**Data extract**
####
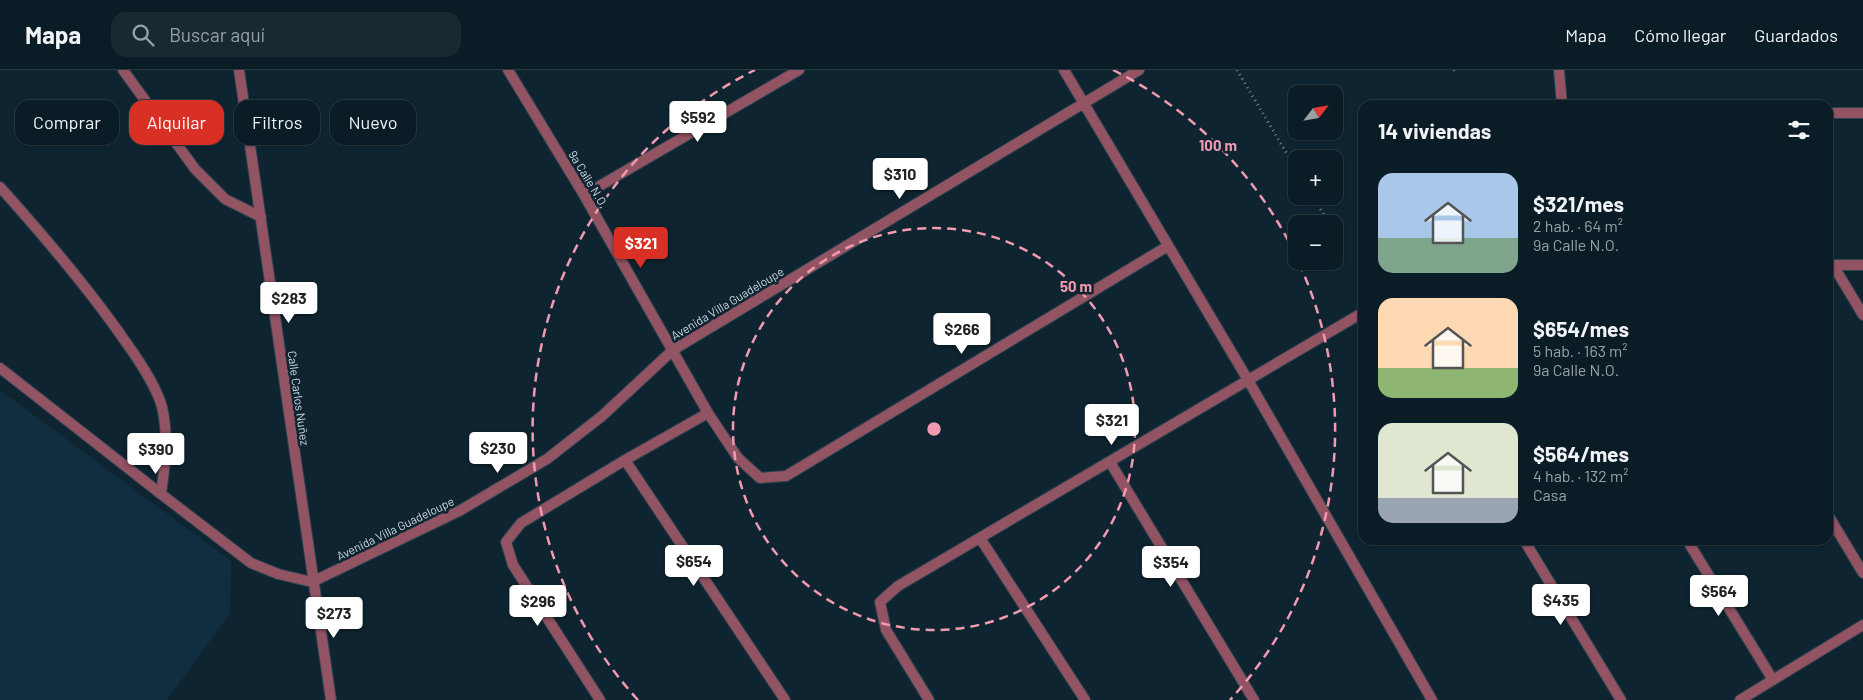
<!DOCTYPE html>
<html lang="es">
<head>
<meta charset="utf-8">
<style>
	:root { --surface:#0a1c25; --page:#182932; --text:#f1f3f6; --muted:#99a1a7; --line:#2a3a42; --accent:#d93025 }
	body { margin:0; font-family:Barlow,sans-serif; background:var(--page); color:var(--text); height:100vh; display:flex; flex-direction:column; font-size:19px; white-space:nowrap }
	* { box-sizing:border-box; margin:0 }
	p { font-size:16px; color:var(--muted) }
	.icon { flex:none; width:28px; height:28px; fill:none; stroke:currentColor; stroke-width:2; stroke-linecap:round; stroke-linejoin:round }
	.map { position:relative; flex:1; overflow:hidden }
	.panel { position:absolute; left:1358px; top:30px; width:475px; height:445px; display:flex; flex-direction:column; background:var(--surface); border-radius:15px; box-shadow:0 1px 4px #0004,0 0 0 1px var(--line) }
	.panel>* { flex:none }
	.top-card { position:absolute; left:15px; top:30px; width:475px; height:45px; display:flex; gap:10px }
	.needle { width:32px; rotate:59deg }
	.controls { position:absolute; left:1288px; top:15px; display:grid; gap:10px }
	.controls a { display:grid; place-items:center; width:55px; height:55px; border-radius:10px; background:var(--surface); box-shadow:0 1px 4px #0004,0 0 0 1px var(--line); font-size:25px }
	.price { position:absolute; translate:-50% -42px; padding:0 11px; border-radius:5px; background:#fff; color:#222; font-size:16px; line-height:32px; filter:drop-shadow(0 1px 2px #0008) }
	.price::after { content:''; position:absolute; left:50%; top:30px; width:15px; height:11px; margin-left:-8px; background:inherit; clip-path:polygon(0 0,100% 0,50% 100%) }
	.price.active { background:var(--accent); color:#fff }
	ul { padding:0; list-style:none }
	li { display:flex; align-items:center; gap:15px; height:125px; padding:0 20px }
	li span { display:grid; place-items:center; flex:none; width:140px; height:100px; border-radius:15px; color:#555 }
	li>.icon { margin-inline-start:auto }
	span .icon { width:60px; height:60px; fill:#fffc; stroke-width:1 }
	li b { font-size:21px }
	h2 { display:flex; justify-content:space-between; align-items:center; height:60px; padding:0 20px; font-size:21px }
	.pill { padding:0 18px; border-radius:15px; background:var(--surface); box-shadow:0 1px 4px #0004,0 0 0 1px var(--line); font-size:18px; line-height:45px }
	.pill.active { background:var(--accent); color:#fff }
	header { display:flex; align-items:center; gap:30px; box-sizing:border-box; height:70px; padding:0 25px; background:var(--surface); border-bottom:1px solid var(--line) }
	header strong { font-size:24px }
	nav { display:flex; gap:28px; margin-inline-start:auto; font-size:18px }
	.search { width:350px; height:45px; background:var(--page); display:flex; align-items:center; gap:12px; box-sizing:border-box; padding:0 18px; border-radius:15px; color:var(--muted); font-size:19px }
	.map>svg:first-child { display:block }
</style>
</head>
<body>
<header>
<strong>Mapa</strong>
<div class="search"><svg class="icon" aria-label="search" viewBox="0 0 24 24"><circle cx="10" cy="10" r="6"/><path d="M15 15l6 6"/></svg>Buscar aquí</div>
<nav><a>Mapa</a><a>Cómo llegar</a><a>Guardados</a></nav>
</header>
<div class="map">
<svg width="1863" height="630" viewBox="0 0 1863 630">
	<rect width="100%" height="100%" fill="#0e2531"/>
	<!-- built -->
	<path fill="#102e3f" d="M0,320L231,491L230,543L167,630H0Z"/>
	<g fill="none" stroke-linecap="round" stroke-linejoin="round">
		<!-- minor casing -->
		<g stroke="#2c424d" stroke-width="12">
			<path id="minor" d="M123,0L195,99L225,129L261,147
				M239,0L331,630
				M508,0L584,125L708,343L738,388L760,408L786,406L1168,176
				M1064,0L1248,310L1432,630
				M1559,0L1562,35
				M1828,43H1863
				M0,117C44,166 87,216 125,271C138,289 156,315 162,337C169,367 165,395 161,424
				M584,125L799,0
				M1828,195H1863
				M1833,195L1863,245
				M0,298L161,424L251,493L278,504L312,512
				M625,390L785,630
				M1110,392L1254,630
				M1828,445L1863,503
				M980,468L1085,630
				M1524,470L1621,630
				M1687,470L1773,610
				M312,512L461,440L547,389L602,346L673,280L1139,0
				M600,630L513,495L506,472L521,453L625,390L708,343
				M929,630L886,560L880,532L898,516L1362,243
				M1740,630L1863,555"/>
		</g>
		<!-- path -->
		<path stroke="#71838d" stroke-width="3" stroke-dasharray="1 4" stroke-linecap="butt" d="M1237,0L1296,99
			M1454,0L1456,3
			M1313,126L1329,154"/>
		<!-- minor -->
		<use href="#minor" stroke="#925363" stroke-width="10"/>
	</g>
	<!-- distance rings -->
	<g fill="none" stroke="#f29aaf" stroke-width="2.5" stroke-dasharray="9 6">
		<circle cx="934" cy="359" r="201"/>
		<path d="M638 630A401 401 0 0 1 755 0M1113 0A401 401 0 0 1 1296 186M1299 193A401 401 0 0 1 1230 630"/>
	</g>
	<g text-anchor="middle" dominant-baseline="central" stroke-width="5" stroke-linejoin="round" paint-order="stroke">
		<!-- street labels -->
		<g font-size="12" fill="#cbd8e0" stroke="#0e2531">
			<text transform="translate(589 109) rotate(59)">9a Calle N.O.</text>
			<text transform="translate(727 233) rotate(-31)">Avenida Villa Guadeloupe</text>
			<text transform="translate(299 328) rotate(82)">Calle Carlos Nuñez</text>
			<text transform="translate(395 458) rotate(-26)">Avenida Villa Guadeloupe</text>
		</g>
	</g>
	<circle cx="934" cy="359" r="8" fill="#f29aaf" stroke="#0e2531" stroke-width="2.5"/>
	<g font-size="15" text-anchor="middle" font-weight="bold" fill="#f29aaf" stroke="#0e2531" stroke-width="5" stroke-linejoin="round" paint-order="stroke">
		<text x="1218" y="81">100 m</text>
		<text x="1076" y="222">50 m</text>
	</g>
</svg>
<div class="controls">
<a><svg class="needle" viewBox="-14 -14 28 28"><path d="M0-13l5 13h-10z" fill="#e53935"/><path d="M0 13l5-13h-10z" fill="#99a1a7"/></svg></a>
<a>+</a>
<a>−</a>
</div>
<b class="price" style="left:698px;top:73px">$592</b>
<b class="price" style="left:900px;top:130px">$310</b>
<b class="price active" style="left:641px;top:199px">$321</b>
<b class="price" style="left:289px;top:254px">$283</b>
<b class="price" style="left:962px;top:285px">$266</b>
<b class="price" style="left:1112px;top:376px">$321</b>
<b class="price" style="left:498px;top:404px">$230</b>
<b class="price" style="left:156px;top:405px">$390</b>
<b class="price" style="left:694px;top:517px">$654</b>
<b class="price" style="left:1171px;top:518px">$354</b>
<b class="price" style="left:1719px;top:547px">$564</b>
<b class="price" style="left:1561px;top:556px">$435</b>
<b class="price" style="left:538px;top:557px">$296</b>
<b class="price" style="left:334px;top:569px">$273</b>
<div class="top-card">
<a class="pill">Comprar</a>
<a class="pill active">Alquilar</a>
<a class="pill">Filtros</a>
<a class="pill">Nuevo</a>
</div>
<section class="panel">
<h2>14 viviendas<svg class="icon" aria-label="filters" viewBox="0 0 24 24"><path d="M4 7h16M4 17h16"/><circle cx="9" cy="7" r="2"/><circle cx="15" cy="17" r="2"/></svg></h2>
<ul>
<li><span style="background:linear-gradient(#a9c7e8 65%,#7fa58c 0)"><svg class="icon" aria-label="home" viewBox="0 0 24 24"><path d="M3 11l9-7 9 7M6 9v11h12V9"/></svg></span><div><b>$321/mes</b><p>2 hab. · 64 m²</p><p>9a Calle N.O.</p></div></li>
<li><span style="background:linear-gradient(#ffd9b3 70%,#8fb573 0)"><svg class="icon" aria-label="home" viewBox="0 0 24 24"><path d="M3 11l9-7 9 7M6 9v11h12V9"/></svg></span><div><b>$654/mes</b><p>5 hab. · 163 m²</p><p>9a Calle N.O.</p></div></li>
<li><span style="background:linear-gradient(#dfe7d0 75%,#9aa5b1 0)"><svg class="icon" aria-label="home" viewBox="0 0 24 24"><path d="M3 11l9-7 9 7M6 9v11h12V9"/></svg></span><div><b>$564/mes</b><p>4 hab. · 132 m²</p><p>Casa</p></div></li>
</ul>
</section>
</div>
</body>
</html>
####
**Work instructions**
Within the lines above, find those holding the word "direction" and copy them.

**Completed task**
	body { margin:0; font-family:Barlow,sans-serif; background:var(--page); color:var(--text); height:100vh; display:flex; flex-direction:column; font-size:19px; white-space:nowrap }
	.panel { position:absolute; left:1358px; top:30px; width:475px; height:445px; display:flex; flex-direction:column; background:var(--surface); border-radius:15px; box-shadow:0 1px 4px #0004,0 0 0 1px var(--line) }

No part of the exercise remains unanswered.